Inhibiting DNMT1 is known to reverse the hypermethylation, leading to reactivation
of the tumor suppressor genes and thus killing tumor cells. These observations prompted
many research groups to work on targeting DNMT1, decitabine being the first epigenetic
therapeutic approved by the FDA. Decitabine inactivates the enzyme by forming a
covalent adduct with DNMT1 (Fig. 4), effectively treats myelodysplastic syndrome,
and has shown promising response rates against leukemia. Unfortunately, the several
toxic side effects of decitabine, which has been suggested to relate with the chemical
instability of the DNMT1-decitabine adduct, limit its usefulness. Our research seeks
to develop powerful DNMT1 inhibitors with minimal side effects. To this end, we are
preparing various cytidine analogs that can inhibit DNMT1 by generating DNMT1-inhibitor
covalent adducts with enhanced chemical stability. Because these new inhibitors will
not release DNMT1, their ability to combat cancers will be more potent, long-lasting,
and free of side effects than the current drug on the market. Once potent DNMT1 inhibitors
are identified, we will determine the structure of the DNMT1-inhibitor adduct, which
would unveil a molecular basis for designing and developing epigenetic therapeutics
with an improved efficacy.
Fig. 4. (top) Gene silencing is initiated by the cytosine methylation that is catalyzed
by DNA methyltransferase 1 (DNMT1). Small molecule inhibitors of DNMT1 could reactivate
the silenced genes, especially various tumor suppressor genes in cancers ; (bottom)
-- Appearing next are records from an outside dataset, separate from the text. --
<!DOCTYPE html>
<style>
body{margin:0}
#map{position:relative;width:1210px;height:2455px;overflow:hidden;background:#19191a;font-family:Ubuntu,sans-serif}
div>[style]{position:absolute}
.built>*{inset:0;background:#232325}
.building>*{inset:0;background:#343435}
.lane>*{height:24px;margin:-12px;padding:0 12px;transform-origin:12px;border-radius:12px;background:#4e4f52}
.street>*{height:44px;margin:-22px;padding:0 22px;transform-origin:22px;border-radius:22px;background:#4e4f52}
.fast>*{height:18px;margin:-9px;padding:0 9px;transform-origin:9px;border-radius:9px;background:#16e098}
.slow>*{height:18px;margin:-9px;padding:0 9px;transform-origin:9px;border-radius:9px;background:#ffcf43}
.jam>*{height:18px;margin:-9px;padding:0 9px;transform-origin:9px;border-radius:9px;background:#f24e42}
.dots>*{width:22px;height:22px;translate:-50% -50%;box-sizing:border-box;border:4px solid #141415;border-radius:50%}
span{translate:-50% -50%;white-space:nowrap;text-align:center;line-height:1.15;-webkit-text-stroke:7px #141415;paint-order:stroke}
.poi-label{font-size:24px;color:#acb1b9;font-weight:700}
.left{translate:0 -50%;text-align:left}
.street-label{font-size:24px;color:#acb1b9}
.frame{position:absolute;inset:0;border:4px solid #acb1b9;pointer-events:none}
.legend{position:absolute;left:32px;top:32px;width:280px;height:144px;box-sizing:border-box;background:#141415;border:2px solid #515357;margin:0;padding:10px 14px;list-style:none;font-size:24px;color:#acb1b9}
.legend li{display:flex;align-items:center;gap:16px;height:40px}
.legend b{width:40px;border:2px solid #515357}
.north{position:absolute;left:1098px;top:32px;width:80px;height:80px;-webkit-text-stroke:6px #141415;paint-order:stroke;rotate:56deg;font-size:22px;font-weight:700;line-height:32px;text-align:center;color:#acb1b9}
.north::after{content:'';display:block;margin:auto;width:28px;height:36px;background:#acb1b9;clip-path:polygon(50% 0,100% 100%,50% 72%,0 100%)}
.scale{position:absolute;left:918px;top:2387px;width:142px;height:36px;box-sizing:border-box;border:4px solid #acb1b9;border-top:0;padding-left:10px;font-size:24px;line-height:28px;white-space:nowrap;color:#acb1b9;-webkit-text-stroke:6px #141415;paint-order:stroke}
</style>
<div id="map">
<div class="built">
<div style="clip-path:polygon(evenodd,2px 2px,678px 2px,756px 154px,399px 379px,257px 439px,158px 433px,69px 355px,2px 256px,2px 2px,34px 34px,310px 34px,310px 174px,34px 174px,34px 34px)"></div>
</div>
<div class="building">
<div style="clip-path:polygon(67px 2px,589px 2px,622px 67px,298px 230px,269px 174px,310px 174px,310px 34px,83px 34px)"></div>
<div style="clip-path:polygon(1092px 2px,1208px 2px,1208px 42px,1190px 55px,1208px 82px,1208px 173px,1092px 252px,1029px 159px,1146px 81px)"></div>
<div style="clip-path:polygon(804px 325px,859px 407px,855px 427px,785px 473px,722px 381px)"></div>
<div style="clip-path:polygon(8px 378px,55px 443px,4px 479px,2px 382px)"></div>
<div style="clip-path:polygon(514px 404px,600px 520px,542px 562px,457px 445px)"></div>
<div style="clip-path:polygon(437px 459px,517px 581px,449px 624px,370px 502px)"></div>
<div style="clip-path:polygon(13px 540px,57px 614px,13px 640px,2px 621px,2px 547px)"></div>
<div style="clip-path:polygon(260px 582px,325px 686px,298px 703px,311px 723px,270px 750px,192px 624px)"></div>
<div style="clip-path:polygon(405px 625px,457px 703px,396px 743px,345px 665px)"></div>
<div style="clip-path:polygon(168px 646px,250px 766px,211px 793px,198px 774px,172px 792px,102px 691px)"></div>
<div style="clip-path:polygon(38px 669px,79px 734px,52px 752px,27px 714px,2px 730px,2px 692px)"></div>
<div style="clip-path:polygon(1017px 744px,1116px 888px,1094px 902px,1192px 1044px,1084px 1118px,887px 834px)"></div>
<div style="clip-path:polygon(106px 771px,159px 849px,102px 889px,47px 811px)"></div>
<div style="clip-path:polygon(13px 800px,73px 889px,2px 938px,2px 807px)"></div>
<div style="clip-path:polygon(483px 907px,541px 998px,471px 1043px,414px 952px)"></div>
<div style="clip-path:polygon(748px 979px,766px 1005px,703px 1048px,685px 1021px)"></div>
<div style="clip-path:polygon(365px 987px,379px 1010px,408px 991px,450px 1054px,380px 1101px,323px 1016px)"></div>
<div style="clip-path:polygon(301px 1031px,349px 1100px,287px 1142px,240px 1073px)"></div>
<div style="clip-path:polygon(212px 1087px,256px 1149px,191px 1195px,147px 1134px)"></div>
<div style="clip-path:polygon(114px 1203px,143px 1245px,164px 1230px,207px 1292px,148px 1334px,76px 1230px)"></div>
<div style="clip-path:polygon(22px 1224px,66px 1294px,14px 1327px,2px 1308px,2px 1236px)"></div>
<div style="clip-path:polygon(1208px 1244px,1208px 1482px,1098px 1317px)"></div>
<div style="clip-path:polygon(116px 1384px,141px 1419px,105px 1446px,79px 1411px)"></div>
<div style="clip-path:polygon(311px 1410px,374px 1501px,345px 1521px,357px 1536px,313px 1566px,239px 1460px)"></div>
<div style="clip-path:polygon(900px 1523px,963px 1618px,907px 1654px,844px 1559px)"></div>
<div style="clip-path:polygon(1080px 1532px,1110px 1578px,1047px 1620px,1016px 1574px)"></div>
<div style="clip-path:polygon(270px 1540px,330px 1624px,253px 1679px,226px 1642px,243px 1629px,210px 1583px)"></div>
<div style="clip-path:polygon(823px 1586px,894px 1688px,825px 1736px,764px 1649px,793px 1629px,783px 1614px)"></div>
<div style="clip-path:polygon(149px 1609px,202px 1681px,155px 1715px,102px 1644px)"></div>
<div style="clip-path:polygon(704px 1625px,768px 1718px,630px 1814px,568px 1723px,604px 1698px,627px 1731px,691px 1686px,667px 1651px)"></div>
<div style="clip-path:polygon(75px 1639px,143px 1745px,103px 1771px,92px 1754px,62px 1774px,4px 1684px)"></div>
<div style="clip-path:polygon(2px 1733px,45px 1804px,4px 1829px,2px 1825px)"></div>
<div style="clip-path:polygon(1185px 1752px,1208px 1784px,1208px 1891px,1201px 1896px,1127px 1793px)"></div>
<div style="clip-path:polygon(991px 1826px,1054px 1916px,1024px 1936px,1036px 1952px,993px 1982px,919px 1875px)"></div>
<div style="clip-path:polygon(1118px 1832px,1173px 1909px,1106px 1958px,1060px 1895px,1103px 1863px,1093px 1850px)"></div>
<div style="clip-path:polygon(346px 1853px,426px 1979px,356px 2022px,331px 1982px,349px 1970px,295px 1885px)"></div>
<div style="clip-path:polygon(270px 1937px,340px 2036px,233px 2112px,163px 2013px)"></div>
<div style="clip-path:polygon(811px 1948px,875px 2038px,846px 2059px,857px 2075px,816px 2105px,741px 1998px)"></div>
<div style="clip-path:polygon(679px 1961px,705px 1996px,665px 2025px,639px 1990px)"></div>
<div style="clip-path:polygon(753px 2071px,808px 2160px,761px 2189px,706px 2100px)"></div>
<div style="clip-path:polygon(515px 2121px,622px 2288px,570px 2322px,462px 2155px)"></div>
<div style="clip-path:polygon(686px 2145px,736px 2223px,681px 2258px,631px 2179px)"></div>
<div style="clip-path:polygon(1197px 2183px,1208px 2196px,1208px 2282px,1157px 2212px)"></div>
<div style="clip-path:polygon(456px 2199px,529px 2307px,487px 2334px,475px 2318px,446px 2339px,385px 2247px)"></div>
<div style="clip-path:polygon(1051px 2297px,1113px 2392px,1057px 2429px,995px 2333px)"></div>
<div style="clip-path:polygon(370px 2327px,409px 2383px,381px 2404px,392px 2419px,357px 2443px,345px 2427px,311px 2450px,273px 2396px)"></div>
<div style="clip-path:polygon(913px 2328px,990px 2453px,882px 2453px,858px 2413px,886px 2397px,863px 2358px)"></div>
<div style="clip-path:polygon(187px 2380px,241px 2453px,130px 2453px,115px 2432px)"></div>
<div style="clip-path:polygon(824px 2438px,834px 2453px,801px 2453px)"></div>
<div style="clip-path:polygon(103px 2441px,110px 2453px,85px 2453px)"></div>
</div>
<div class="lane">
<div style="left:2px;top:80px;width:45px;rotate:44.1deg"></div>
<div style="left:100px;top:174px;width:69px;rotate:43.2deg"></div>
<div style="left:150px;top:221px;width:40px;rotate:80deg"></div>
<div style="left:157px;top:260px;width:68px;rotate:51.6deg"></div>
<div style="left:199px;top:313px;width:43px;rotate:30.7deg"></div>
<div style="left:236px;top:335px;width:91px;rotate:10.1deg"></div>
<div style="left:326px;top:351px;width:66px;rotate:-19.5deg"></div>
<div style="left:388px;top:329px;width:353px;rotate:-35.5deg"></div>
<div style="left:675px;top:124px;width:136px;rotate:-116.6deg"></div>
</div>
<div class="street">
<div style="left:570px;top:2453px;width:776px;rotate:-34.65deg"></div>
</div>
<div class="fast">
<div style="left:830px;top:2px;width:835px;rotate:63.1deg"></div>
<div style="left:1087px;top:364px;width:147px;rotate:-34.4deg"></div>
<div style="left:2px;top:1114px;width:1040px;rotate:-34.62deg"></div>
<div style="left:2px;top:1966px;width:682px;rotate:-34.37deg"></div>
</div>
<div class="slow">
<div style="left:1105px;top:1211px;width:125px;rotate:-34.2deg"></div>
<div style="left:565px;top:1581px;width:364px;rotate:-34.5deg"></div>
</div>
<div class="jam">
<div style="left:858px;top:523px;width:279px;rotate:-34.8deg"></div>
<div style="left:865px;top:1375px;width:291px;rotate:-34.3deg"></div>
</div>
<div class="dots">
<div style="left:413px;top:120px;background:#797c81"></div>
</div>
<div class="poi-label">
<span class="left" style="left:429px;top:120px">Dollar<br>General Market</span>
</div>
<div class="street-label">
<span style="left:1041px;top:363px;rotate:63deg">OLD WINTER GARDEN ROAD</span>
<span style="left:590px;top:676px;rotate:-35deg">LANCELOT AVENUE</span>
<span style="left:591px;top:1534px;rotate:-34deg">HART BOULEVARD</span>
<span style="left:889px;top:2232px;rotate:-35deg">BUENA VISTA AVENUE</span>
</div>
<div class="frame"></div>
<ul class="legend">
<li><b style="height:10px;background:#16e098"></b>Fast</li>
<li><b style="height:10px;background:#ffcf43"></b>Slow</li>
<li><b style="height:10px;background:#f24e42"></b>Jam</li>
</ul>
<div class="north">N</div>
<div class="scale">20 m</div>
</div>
Chemotherapeutics targeting DNMT1. Note that decitabine is a cytidine analog that
has nitrogen atom in place of carbon at the 5-position. The catalytic cysteine residue
of DNMT1 can attack the cytosine analog but the subsequent methyl transfer reaction
cannot occur, suicidally inhibiting DNMT 1 (MBD: methyl-CpG binding domain protein;
HMT: histone methyltransferase; HDAC: histone deacetylase).